July 20, 1944, 12:42 PM: A bomb explodes in the “Wolf’s Lair” (“Wolfsschanze”), Hitler’s hideout in East Prussia. The bomb had been planted by Klaus von Stauffenberg, head of the Wehrmacht’s Home Forces General Staff, with the aim of killing Hitler. Stauffenberg, who had been an ardent National Socialist, now saw no other solution than to assassinate the dictator. “There is nothing left but to kill him,” he had said a few days before the assassination attempt to one of his closest associates.

Stauffenberg was not the only one to undertake the assassination of Hitlerbut he had also organized an entire coup attempt in collaboration with various prominent figures in conservative circles, such as high-ranking army officers, diplomats and government officials.

Just before the bomb went off the colonel left Hitler’s bunker and traveled to Berlin, believing that the Führer was now dead. There he puts it into operation “Operation Valkyrie”, a Wehrmacht plan originally intended to be put in place to quell a potential uprising. The conspirators, who had occupied important positions in the National Socialist state apparatus, intended to implement “Valkyria” in order to overthrow Hitler themselves.

Rommel’s denial

But Hitler escapes with minor injuries – the shock wave of the explosion is limited by the heavy oak table and the shelter’s windows, which were wide open due to the unbearable heat. The overthrow of the regime, however, was still possible – as long as all those involved had gone ahead with it “Valkyria” to the end.

During the implementation of the plan, however, there were mistakes, delays and misgivings. Moreover, some of the conspirators buckled under the pressure of being noticed and eventually either remained inactive or even decided to change sides.

By nightfall the plan to overthrow the Hitler regime has collapsed. In his radio address, Hitler addresses the people saying that it was “destined” to be saved. Both o Stauffenberg as well as other conspirators are arrested and executed a few hours later. In total, around 200 resistance fighters are killed.

Historian Wolfgang Bentz attributes the plan’s failure mainly to the fact that “none of the leading heads of the armed forces ultimately participated”, such as Field Marshal Erwin Rommel. “At least one of them should have led the plan, so that the people would say: ‘Ah, so Rommel also thinks that Hitler is a criminal.'”

A powerful symbol

Despite his failure, the plan of 20 July 1944 became a powerful symbol of resistance against Hitler.

In fact, a few days before, Henning von Treschoff, one of the conspirators, had found that the issue is no longer necessarily the successful overthrow of the regime, “but for the German resistance movement to take a decisive action before the world and history , at the risk of the lives of the participants”.

In the past there had been other resistance actions, such as the attempt by the carpenter Georg Ezler to assassinate Hitler with a homemade bomb or the anti-Nazi proclamations of the White Rose group. Actions which were later overshadowed by “the belated, if not too belated, resistance of the conservative elite”, as Wolfgang Bentz reports.

“None of them were interested in the Holocaust”

For some time after the end of the war those who organized the plan were considered traitors. Only much later were they recognized as heroes, and now streets, schools and barracks are named after them, and various events are held in their honor – public buildings are decorated with flags and the German army commemorates Stauffenberg and his associates.
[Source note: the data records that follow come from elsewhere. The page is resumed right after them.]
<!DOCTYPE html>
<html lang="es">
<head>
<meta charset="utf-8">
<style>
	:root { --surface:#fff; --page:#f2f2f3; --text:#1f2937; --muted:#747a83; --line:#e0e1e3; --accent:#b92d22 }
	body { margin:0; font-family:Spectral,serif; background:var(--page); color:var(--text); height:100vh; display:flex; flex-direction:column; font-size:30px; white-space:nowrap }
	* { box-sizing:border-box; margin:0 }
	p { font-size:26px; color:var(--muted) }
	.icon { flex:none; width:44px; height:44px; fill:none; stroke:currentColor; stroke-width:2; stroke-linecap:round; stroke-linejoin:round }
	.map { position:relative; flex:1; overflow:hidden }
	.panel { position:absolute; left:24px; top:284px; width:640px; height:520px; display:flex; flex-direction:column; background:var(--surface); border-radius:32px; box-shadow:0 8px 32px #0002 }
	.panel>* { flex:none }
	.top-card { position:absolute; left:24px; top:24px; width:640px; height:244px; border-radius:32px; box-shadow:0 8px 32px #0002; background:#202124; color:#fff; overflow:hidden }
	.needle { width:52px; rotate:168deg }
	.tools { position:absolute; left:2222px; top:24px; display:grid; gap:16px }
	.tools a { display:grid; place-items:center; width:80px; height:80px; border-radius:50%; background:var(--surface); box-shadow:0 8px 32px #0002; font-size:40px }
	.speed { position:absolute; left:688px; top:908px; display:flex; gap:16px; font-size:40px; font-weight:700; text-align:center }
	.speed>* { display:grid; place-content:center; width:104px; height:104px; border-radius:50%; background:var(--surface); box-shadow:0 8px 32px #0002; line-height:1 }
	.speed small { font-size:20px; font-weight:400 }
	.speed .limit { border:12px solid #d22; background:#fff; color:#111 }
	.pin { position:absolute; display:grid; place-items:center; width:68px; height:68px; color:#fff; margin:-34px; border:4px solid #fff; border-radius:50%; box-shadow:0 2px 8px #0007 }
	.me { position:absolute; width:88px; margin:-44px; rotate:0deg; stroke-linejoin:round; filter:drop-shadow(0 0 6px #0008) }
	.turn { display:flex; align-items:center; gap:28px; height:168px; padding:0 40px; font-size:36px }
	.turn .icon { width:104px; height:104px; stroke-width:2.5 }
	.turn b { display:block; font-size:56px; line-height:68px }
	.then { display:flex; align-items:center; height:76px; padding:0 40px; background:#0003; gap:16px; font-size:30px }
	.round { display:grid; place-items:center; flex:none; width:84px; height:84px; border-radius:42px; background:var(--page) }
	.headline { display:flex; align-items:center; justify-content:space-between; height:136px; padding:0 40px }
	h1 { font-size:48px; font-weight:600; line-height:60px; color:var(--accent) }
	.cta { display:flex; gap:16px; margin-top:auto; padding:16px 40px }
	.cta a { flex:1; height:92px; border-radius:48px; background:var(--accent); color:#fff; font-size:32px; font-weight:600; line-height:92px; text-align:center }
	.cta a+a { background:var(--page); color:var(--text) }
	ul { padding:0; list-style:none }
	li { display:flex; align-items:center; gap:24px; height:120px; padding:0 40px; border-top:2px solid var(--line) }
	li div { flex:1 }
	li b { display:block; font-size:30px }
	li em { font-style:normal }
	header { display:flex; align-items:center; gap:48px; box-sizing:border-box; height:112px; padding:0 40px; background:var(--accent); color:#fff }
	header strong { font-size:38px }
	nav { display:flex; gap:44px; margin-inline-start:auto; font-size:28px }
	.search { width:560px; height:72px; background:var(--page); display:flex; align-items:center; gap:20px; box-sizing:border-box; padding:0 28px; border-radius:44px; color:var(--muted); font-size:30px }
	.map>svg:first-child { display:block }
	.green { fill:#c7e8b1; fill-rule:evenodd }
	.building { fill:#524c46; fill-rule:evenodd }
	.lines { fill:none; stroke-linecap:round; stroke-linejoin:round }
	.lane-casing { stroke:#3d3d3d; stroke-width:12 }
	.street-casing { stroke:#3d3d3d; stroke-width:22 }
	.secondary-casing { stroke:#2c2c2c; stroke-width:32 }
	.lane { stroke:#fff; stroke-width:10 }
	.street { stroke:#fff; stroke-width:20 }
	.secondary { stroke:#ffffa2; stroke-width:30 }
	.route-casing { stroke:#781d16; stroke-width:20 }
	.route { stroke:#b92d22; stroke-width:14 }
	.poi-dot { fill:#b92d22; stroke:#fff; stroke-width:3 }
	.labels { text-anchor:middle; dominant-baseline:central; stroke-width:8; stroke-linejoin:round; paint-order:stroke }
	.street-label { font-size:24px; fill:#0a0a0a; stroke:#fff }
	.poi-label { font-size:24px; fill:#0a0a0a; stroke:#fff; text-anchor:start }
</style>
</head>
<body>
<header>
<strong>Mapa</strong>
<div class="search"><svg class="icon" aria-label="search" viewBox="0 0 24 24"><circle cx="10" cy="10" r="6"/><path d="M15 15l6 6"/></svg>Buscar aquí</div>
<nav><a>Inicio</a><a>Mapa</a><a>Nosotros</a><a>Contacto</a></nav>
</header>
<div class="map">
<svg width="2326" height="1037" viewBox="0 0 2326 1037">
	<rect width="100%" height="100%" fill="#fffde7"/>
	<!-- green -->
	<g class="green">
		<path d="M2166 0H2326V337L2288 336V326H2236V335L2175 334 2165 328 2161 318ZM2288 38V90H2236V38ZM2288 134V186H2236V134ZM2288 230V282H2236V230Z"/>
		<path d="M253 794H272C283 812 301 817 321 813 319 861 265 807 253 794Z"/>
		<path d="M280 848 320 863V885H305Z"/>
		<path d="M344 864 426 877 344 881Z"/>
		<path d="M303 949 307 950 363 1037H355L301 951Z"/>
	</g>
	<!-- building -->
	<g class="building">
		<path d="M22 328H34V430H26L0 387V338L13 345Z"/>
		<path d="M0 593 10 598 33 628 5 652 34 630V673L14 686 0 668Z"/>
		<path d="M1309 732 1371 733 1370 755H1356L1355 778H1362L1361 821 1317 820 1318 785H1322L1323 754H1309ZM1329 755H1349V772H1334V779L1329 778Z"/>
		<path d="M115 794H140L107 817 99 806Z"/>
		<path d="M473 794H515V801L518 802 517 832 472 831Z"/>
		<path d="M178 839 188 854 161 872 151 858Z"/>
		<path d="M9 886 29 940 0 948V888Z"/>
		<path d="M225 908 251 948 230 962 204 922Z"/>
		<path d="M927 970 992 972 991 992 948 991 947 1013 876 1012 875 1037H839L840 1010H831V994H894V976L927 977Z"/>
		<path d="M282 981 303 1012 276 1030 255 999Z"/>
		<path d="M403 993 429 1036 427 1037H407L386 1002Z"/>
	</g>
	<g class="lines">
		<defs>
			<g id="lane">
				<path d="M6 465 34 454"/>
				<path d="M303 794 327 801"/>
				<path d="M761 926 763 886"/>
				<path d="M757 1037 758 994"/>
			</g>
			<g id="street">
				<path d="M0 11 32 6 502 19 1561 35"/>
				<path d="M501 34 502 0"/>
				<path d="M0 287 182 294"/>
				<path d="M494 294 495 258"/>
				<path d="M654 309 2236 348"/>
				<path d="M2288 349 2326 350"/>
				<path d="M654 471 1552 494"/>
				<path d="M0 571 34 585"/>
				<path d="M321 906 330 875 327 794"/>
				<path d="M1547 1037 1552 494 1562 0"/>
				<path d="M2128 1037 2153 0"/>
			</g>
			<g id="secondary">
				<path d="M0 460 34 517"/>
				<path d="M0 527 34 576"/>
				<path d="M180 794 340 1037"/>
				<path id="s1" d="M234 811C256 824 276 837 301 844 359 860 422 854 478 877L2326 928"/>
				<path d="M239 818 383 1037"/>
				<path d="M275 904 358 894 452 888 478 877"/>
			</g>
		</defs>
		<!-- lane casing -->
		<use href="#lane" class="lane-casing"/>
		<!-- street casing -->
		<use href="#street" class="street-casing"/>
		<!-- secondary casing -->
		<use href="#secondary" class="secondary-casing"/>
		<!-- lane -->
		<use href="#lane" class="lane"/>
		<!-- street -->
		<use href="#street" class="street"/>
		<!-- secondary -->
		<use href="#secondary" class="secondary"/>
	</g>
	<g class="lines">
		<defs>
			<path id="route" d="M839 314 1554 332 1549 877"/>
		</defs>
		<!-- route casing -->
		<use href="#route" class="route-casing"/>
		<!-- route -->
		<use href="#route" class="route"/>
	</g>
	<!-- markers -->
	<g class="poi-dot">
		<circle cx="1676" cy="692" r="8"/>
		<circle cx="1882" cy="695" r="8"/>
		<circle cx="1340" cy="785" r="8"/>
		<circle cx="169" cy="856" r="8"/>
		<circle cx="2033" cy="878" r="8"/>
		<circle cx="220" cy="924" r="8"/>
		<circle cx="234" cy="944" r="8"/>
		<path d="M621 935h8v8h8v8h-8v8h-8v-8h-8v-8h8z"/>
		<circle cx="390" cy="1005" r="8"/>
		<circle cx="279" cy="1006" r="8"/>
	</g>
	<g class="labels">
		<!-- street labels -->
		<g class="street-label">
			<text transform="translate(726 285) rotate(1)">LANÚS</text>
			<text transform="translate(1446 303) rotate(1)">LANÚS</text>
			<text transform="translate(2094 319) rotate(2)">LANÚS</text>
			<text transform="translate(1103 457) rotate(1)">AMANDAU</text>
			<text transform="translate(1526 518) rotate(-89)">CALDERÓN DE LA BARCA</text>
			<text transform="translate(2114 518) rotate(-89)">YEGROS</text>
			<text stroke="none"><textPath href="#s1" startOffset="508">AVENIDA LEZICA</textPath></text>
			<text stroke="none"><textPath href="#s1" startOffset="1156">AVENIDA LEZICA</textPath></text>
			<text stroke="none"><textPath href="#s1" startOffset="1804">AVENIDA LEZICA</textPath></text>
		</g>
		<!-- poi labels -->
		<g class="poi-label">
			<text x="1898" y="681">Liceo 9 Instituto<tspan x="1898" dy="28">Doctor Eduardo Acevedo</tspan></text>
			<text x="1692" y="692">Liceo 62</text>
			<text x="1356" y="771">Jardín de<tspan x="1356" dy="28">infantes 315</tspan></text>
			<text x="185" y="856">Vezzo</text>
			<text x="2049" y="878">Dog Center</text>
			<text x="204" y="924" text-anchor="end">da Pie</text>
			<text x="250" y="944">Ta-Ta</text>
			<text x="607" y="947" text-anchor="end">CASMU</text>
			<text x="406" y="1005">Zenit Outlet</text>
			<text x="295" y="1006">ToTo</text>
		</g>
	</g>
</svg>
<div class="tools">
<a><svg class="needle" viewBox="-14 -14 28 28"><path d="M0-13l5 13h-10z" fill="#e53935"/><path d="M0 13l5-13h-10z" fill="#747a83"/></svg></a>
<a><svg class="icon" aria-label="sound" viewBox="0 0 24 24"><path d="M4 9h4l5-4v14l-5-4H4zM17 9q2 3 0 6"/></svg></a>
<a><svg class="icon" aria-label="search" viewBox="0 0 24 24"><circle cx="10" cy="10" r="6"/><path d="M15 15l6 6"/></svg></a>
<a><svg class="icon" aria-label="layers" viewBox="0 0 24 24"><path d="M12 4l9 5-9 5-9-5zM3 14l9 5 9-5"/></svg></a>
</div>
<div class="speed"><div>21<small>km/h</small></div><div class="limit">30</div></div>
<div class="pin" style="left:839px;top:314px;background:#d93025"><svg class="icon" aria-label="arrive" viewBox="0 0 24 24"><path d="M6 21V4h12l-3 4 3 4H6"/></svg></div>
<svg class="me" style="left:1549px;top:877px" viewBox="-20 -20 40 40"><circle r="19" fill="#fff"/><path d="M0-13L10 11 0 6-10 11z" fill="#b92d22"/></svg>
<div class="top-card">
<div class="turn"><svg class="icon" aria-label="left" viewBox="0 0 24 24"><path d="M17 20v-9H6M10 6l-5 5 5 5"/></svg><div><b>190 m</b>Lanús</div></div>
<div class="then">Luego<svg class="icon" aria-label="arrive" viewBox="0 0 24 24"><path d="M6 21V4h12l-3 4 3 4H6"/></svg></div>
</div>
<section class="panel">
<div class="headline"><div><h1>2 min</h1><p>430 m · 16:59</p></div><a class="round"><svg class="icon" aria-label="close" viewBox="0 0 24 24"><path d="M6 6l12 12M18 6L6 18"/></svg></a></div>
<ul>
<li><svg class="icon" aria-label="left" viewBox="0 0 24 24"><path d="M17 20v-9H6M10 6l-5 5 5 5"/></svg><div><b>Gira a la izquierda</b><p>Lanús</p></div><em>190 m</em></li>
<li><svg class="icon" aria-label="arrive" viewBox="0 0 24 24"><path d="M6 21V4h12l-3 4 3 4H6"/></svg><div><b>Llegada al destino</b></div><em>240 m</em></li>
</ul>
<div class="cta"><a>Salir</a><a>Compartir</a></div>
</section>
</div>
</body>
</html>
But there are also many who criticize the conspirators. Thomas Karlauf, author of Stauffenberg’s biography, states that the plan to overthrow the Hitler regime did not emerge until the summer of 1944, shortly after the Allied landings in Normandy. In 1940 Stauffenberg expressed his enthusiasm for the victories of the German army in Poland and France. Furthermore, according to Bentz, “the Holocaust didn’t even interest them.” The overthrow of the regime was planned when Germany’s defeat in the war seemed imminent and the conspirators’ aim was to “salvage what they could”.

According to the historian Johannes Hirter, Stauffenberg was not a democrat. In the event that the coup was successful, he intended to follow an authoritarian style of government: “Germany would once again return to the rule of law – but the protagonists of July 20 did not plan a democracy based on the Constitution, as we know it today.

The heroes of the resistance against Nazism

When Germans today think of resistance against National Socialism, the events of July 20, 1944 are the first to come to mind. Klaus von Stauffenberg thus became the face of the resistance.

Apart from that, however, there were many other heroes and heroines who stood up against the terror of the Nazi regime – Jews, communists, clergy, artists, rebels. And certainly also people who resisted silently and whose actions, in contrast to the July 20 attempt, have today been forgotten.